Start of Block

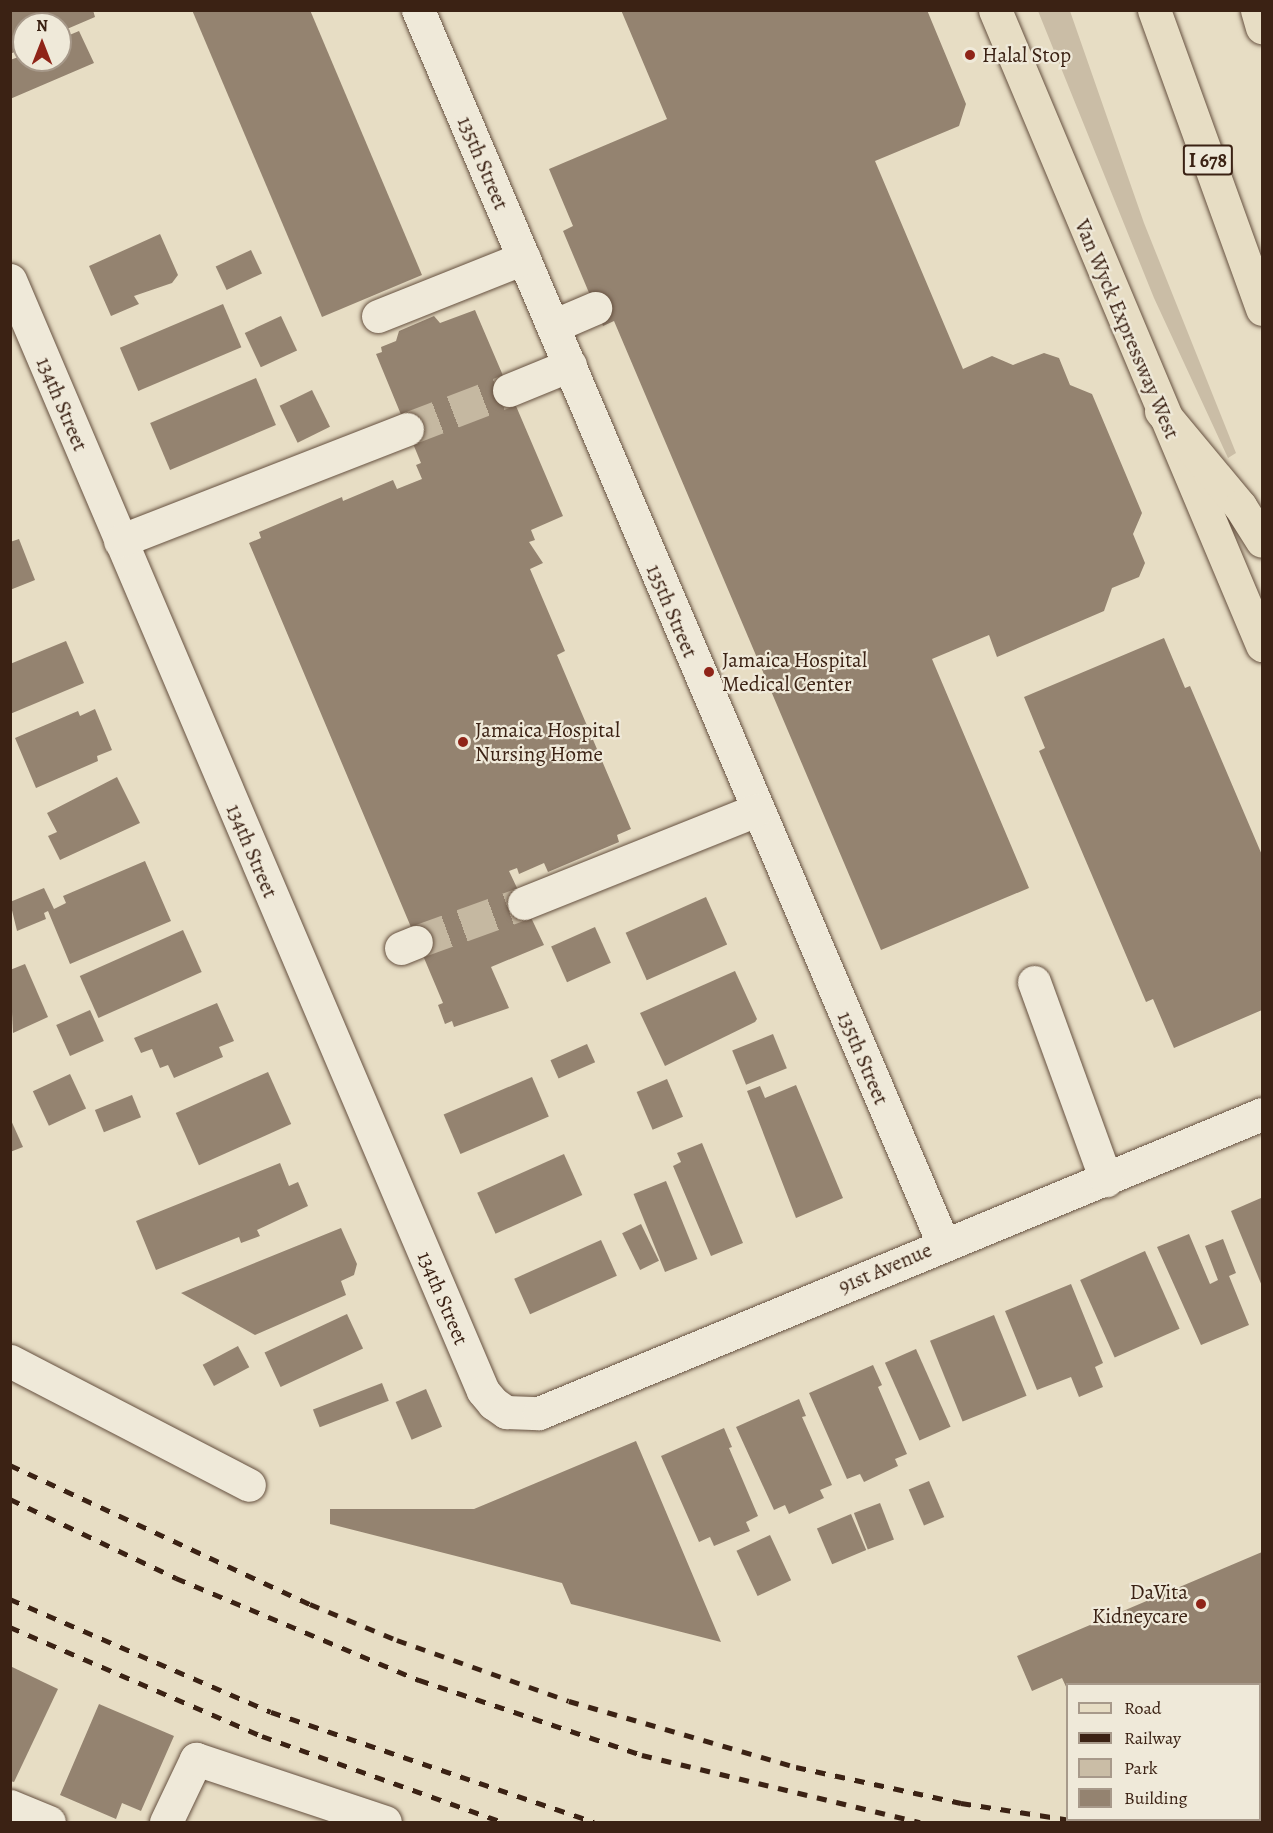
<!DOCTYPE html>
<style>
body{margin:0}
#map{position:relative;width:1273px;height:1833px;overflow:hidden;background:#e7ddc4;font-family:Alegreya,serif}
div>[style]{position:absolute}
.green>*{inset:0;background:#cabda6}
.building>*{inset:0;background:#948370;transform-origin:0 0}
.minor-tunnel>*{height:33px;margin-top:-16.5px;transform-origin:0;background:repeating-linear-gradient(90deg,#c5b8a1 0 33px,transparent 0 49px)}
.roads{filter:drop-shadow(0 0 2px #665140) drop-shadow(0 0 2px #665140)}
.minor>*{height:33px;margin:-16.5px;padding:0 16.5px;transform-origin:16.5px;border-radius:16.5px;background:#efe9d9}
.major>*{height:33px;margin:-16.5px;padding:0 16.5px;transform-origin:16.5px;border-radius:16.5px;background:#e7ddc4}
.highway>*{height:33px;margin:-16.5px;padding:0 16.5px;transform-origin:16.5px;border-radius:16.5px;background:#e7ddc4}
.rail>*{height:4.5px;margin-top:-2.25px;transform-origin:0;background:repeating-linear-gradient(90deg,#3b2214 0 10px,transparent 0 20px)}
.dots>*{width:16px;height:16px;translate:-50% -50%;box-sizing:border-box;border:3px solid #efe9d9;border-radius:50%}
span{translate:-50% -50%;white-space:nowrap;text-align:center;line-height:1.15;-webkit-text-stroke:4.5px #efe9d9;paint-order:stroke}
.shield-label span{padding:2px 4px;background:#efe9d9;border:2px solid;border-radius:4px;-webkit-text-stroke-width:0}
.shield-label{font-size:20px;color:#3b2214;font-weight:700}
.poi-label{font-size:21px;color:#3b2214}
.left{translate:0 -50%;text-align:left}
.right{translate:-100% -50%;text-align:right}
.street-label{font-size:21px;color:#3b2214}
.frame{position:absolute;inset:0;border:12px solid #3b2214;pointer-events:none}
.legend{position:absolute;left:1066px;top:1683px;width:195px;height:138px;box-sizing:border-box;background:#efe9d9;border:2px solid #a7998a;margin:0;padding:8px 10px;list-style:none;font-size:18px;color:#3b2214}
.legend li{display:flex;align-items:center;gap:12px;height:30px}
.legend b{width:30px;border:2px solid #a7998a}
.north{position:absolute;left:12px;top:12px;width:60px;height:60px;box-sizing:border-box;background:#efe9d9;border:2px solid #a7998a;border-radius:50%;rotate:0deg;font-size:16px;font-weight:700;line-height:24px;text-align:center;color:#3b2214}
.north::after{content:'';display:block;margin:auto;width:21px;height:27px;background:#8f2418;clip-path:polygon(50% 0,100% 100%,50% 72%,0 100%)}
</style>
<div id="map">
<div class="green">
<i style="clip-path:polygon(1038px 11px,1070px 11px,1144px 223px,1236px 453px,1228px 458px,1154px 298px)"></i>
</div>
<div class="building">
<i style="clip-path:polygon(10px 10px,93px 10px,95px 17px,60px 32px,60px 24px,24px 24px,24px 48px,10px 54px)"></i>
<i style="clip-path:polygon(192px 10px,310px 10px,422px 275px,322px 317px)"></i>
<i style="clip-path:polygon(621px 10px,927px 10px,966px 104px,959px 126px,875px 161px,963px 369px,992px 356px,1013px 365px,1044px 353px,1059px 358px,1070px 385px,1092px 394px,1142px 513px,1133px 534px,1145px 563px,1139px 577px,1112px 588px,1104px 611px,997px 657px,989px 635px,932px 659px,1029px 888px,881px 950px,614px 321px,603px 326px,563px 231px,573px 226px,549px 169px,667px 119px)"></i>
<i style="clip-path:polygon(79px 31px,94px 63px,10px 99px,10px 60px,24px 55px,24px 60px,60px 60px,60px 39px)"></i>
<i style="clip-path:polygon(160px 234px,178px 275px,172px 283px,134px 296px,139px 304px,111px 316px,89px 266px)"></i>
<i style="left:251px;top:250px;width:26px;height:39px;rotate:65deg"></i>
<i style="left:223px;top:304px;width:47px;height:112px;rotate:67deg"></i>
<i style="clip-path:polygon(475px 310px,563px 516px,531px 530px,535px 540px,529px 542px,543px 563px,530px 569px,565px 651px,557px 655px,631px 829px,617px 835px,619px 842px,548px 872px,544px 863px,519px 874px,517px 868px,509px 871px,544px 945px,491px 967px,509px 1008px,454px 1027px,452px 1021px,445px 1024px,438px 1005px,443px 1003px,249px 543px,261px 538px,259px 532px,342px 497px,343px 501px,393px 480px,397px 489px,422px 479px,416px 465px,421px 463px,376px 354px,382px 352px,381px 347px,396px 341px,399px 331px,434px 316px,440px 323px)"></i>
<i style="left:281px;top:316px;width:38px;height:40px;rotate:65deg"></i>
<i style="left:256px;top:378px;width:51px;height:115px;rotate:67deg"></i>
<i style="left:312px;top:390px;width:41px;height:36px;rotate:64deg"></i>
<i style="clip-path:polygon(19px 539px,35px 580px,10px 590px,10px 542px)"></i>
<i style="clip-path:polygon(1164px 638px,1185px 688px,1190px 686px,1262px 855px,1262px 1010px,1174px 1048px,1153px 999px,1146px 1002px,1039px 751px,1045px 748px,1024px 697px)"></i>
<i style="clip-path:polygon(66px 641px,84px 683px,10px 714px,10px 664px)"></i>
<i style="clip-path:polygon(95px 709px,112px 750px,97px 756px,98px 761px,36px 788px,15px 738px,78px 711px,80px 716px)"></i>
<i style="clip-path:polygon(117px 777px,140px 823px,60px 860px,48px 836px,57px 832px,47px 813px)"></i>
<i style="clip-path:polygon(145px 861px,171px 921px,70px 964px,48px 911px,44px 913px,46px 919px,17px 931px,10px 902px,44px 888px,54px 909px,66px 903px,63px 896px)"></i>
<i style="left:706px;top:897px;width:52px;height:88px;rotate:66deg"></i>
<i style="left:595px;top:927px;width:39px;height:48px;rotate:66deg"></i>
<i style="left:183px;top:930px;width:46px;height:113px;rotate:66deg"></i>
<i style="clip-path:polygon(25px 964px,48px 1017px,13px 1033px,10px 970px)"></i>
<i style="clip-path:polygon(735px 971px,757px 1019px,755px 1022px,665px 1066px,640px 1013px)"></i>
<i style="clip-path:polygon(217px 1003px,234px 1041px,219px 1047px,223px 1057px,174px 1078px,168px 1065px,160px 1068px,152px 1049px,141px 1053px,134px 1038px)"></i>
<i style="left:90px;top:1010px;width:34px;height:37px;rotate:66deg"></i>
<i style="left:773px;top:1034px;width:37px;height:44px;rotate:68deg"></i>
<i style="left:587px;top:1044px;width:20px;height:40px;rotate:66deg"></i>
<i style="left:268px;top:1072px;width:57px;height:101px;rotate:66deg"></i>
<i style="left:70px;top:1074px;width:38px;height:41px;rotate:65deg"></i>
<i style="left:532px;top:1077px;width:43px;height:96px;rotate:67deg"></i>
<i style="left:667px;top:1079px;width:41px;height:33px;rotate:67deg"></i>
<i style="clip-path:polygon(796px 1085px,843px 1198px,796px 1218px,747px 1091px,760px 1086px,765px 1098px)"></i>
<i style="left:132px;top:1095px;width:24px;height:40px;rotate:68deg"></i>
<i style="clip-path:polygon(10px 1118px,23px 1147px,10px 1152px)"></i>
<i style="clip-path:polygon(702px 1143px,743px 1243px,711px 1256px,673px 1166px,681px 1162px,677px 1153px)"></i>
<i style="left:564px;top:1154px;width:45px;height:95px;rotate:66deg"></i>
<i style="clip-path:polygon(280px 1163px,289px 1186px,298px 1182px,308px 1206px,257px 1230px,260px 1236px,241px 1243px,239px 1237px,156px 1270px,136px 1221px)"></i>
<i style="left:666px;top:1181px;width:84px;height:35px;rotate:68deg"></i>
<i style="clip-path:polygon(1261px 1198px,1262px 1203px,1262px 1286px,1231px 1211px)"></i>
<i style="left:641px;top:1224px;width:41px;height:21px;rotate:64deg"></i>
<i style="clip-path:polygon(341px 1228px,357px 1264px,354px 1275px,341px 1281px,346px 1295px,255px 1335px,181px 1293px)"></i>
<i style="clip-path:polygon(1189px 1234px,1210px 1284px,1218px 1280px,1205px 1246px,1223px 1239px,1236px 1273px,1229px 1276px,1249px 1325px,1201px 1345px,1157px 1247px)"></i>
<i style="left:601px;top:1240px;width:39px;height:95px;rotate:66deg"></i>
<i style="left:1145px;top:1251px;width:85px;height:71px;rotate:66deg"></i>
<i style="clip-path:polygon(1071px 1284px,1103px 1363px,1095px 1367px,1103px 1387px,1079px 1397px,1071px 1377px,1037px 1390px,1005px 1311px)"></i>
<i style="left:347px;top:1314px;width:38px;height:91px;rotate:65deg"></i>
<i style="left:994px;top:1315px;width:87px;height:69px;rotate:68deg"></i>
<i style="left:238px;top:1346px;width:24px;height:40px;rotate:62deg"></i>
<i style="left:916px;top:1349px;width:85px;height:34px;rotate:66deg"></i>
<i style="clip-path:polygon(873px 1365px,882px 1385px,878px 1387px,907px 1454px,895px 1459px,898px 1466px,864px 1482px,860px 1474px,847px 1479px,809px 1393px)"></i>
<i style="left:382px;top:1383px;width:19px;height:74px;rotate:69deg"></i>
<i style="left:426px;top:1389px;width:41px;height:33px;rotate:67deg"></i>
<i style="clip-path:polygon(799px 1399px,806px 1416px,802px 1417px,832px 1485px,820px 1490px,824px 1498px,789px 1514px,785px 1505px,774px 1510px,736px 1427px)"></i>
<i style="clip-path:polygon(724px 1428px,732px 1447px,729px 1448px,758px 1516px,746px 1522px,750px 1531px,714px 1546px,710px 1537px,699px 1542px,661px 1456px)"></i>
<i style="clip-path:polygon(636px 1441px,721px 1642px,571px 1604px,562px 1583px,330px 1524px,330px 1509px,474px 1509px)"></i>
<i style="left:929px;top:1481px;width:39px;height:22px;rotate:67deg"></i>
<i style="left:880px;top:1503px;width:39px;height:28px;rotate:69deg"></i>
<i style="left:851px;top:1514px;width:39px;height:37px;rotate:67deg"></i>
<i style="left:770px;top:1535px;width:50px;height:37px;rotate:65deg"></i>
<i style="clip-path:polygon(1262px 1552px,1262px 1692px,1260px 1693px,1260px 1684px,1068px 1684px,1068px 1691px,1062px 1678px,1032px 1691px,1017px 1656px)"></i>
<i style="clip-path:polygon(10px 1666px,58px 1689px,14px 1782px,10px 1781px)"></i>
<i style="clip-path:polygon(99px 1704px,174px 1736px,141px 1811px,122px 1803px,116px 1819px,60px 1795px)"></i>
</div>
<div class="minor-tunnel">
<i style="left:407px;top:429px;width:109px;rotate:-20.9deg"></i>
<i style="left:416px;top:942px;width:115px;rotate:-19.9deg"></i>
</div>
<div class="roads">
<div class="minor">
<i style="left:418px;top:10px;width:1340px;rotate:66.94deg"></i>
<i style="left:10px;top:280px;width:1207px;rotate:66.94deg"></i>
<i style="left:483px;top:1391px;width:16px;rotate:50deg"></i>
<i style="left:493px;top:1403px;width:16px;rotate:35deg"></i>
<i style="left:506px;top:1412px;width:33px;rotate:2deg"></i>
<i style="left:539px;top:1413px;width:782px;rotate:-22.47deg"></i>
<i style="left:378px;top:316px;width:157px;rotate:-21.7deg"></i>
<i style="left:553px;top:326px;width:46px;rotate:-23.2deg"></i>
<i style="left:509px;top:390px;width:66px;rotate:-22.3deg"></i>
<i style="left:120px;top:541px;width:308px;rotate:-21.3deg"></i>
<i style="left:524px;top:903px;width:251px;rotate:-21.8deg"></i>
<i style="left:401px;top:948px;width:16px;rotate:-22deg"></i>
<i style="left:1034px;top:982px;width:211px;rotate:70deg"></i>
<i style="left:10px;top:1361px;width:269px;rotate:27.4deg"></i>
<i style="left:10px;top:1806px;width:42px;rotate:22.3deg"></i>
<i style="left:166px;top:1822px;width:70px;rotate:-64.5deg"></i>
<i style="left:196px;top:1759px;width:199px;rotate:18.4deg"></i>
</div>
<div class="major">
<i style="left:995px;top:10px;width:689px;rotate:67.19deg"></i>
</div>
<div class="highway">
<i style="left:1154px;top:10px;width:318px;rotate:70.1deg"></i>
<i style="left:1257px;top:10px;width:18px;rotate:74deg"></i>
<i style="left:1161px;top:411px;width:124px;rotate:50.3deg"></i>
<i style="left:1240px;top:506px;width:41px;rotate:57.8deg"></i>
</div>
</div>
<div class="rail">
<i style="left:10px;top:1465px;width:331px;rotate:24.9deg"></i>
<i style="left:310px;top:1604px;width:94px;rotate:22.5deg"></i>
<i style="left:397px;top:1640px;width:182px;rotate:19.5deg"></i>
<i style="left:569px;top:1701px;width:236px;rotate:16.2deg"></i>
<i style="left:796px;top:1767px;width:169px;rotate:12.3deg"></i>
<i style="left:961px;top:1803px;width:124px;rotate:8.8deg"></i>
<i style="left:10px;top:1499px;width:184px;rotate:25.4deg"></i>
<i style="left:176px;top:1578px;width:264px;rotate:22.8deg"></i>
<i style="left:419px;top:1680px;width:235px;rotate:18.6deg"></i>
<i style="left:642px;top:1755px;width:286px;rotate:13.6deg"></i>
<i style="left:10px;top:1599px;width:284px;rotate:23.4deg"></i>
<i style="left:271px;top:1712px;width:341px;rotate:18.8deg"></i>
<i style="left:10px;top:1627px;width:275px;rotate:23.4deg"></i>
<i style="left:262px;top:1736px;width:255px;rotate:19.7deg"></i>
</div>
<div class="dots">
<i style="left:970px;top:55px;background:#8f2418"></i>
<i style="left:709px;top:672px;background:#8f2418"></i>
<i style="left:463px;top:742px;background:#8f2418"></i>
<i style="left:1201px;top:1604px;background:#8f2418"></i>
</div>
<div class="shield-label">
<span style="left:1208px;top:160px">I 678</span>
</div>
<div class="poi-label">
<span class="left" style="left:982px;top:55px">Halal Stop</span>
<span class="left" style="left:722px;top:672px">Jamaica Hospital<br>Medical Center</span>
<span class="left" style="left:475px;top:742px">Jamaica Hospital<br>Nursing Home</span>
<span class="right" style="left:1188px;top:1604px">DaVita<br>Kidneycare</span>
</div>
<div class="street-label">
<span style="left:483px;top:163px;rotate:67deg">135th Street</span>
<span style="left:1127px;top:329px;rotate:67deg">Van Wyck Expressway West</span>
<span style="left:62px;top:404px;rotate:67deg">134th Street</span>
<span style="left:672px;top:611px;rotate:67deg">135th Street</span>
<span style="left:252px;top:851px;rotate:67deg">134th Street</span>
<span style="left:863px;top:1058px;rotate:67deg">135th Street</span>
<span style="left:885px;top:1268px;rotate:-23deg">91st Avenue</span>
<span style="left:443px;top:1298px;rotate:67deg">134th Street</span>
</div>
<div class="frame"></div>
<ul class="legend">
<li><b style="height:8px;background:#e7ddc4"></b>Road</li>
<li><b style="height:8px;background:#3b2214"></b>Railway</li>
<li><b style="height:16px;background:#cabda6"></b>Park</li>
<li><b style="height:16px;background:#948370"></b>Building</li>
</ul>
<div class="north">N</div>
</div>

End of Block

* WHAT IS BEING ASKED: Would you please copy exactly the part of the entries above that begins at the line containing "641px,84px 683px,10px 714px,10px" and ends at the line containing "777px,140px 823px,60px 860px,48px", both lines included?

* REPLY TO THE TASK:
<i style="clip-path:polygon(66px 641px,84px 683px,10px 714px,10px 664px)"></i>
<i style="clip-path:polygon(95px 709px,112px 750px,97px 756px,98px 761px,36px 788px,15px 738px,78px 711px,80px 716px)"></i>
<i style="clip-path:polygon(117px 777px,140px 823px,60px 860px,48px 836px,57px 832px,47px 813px)"></i>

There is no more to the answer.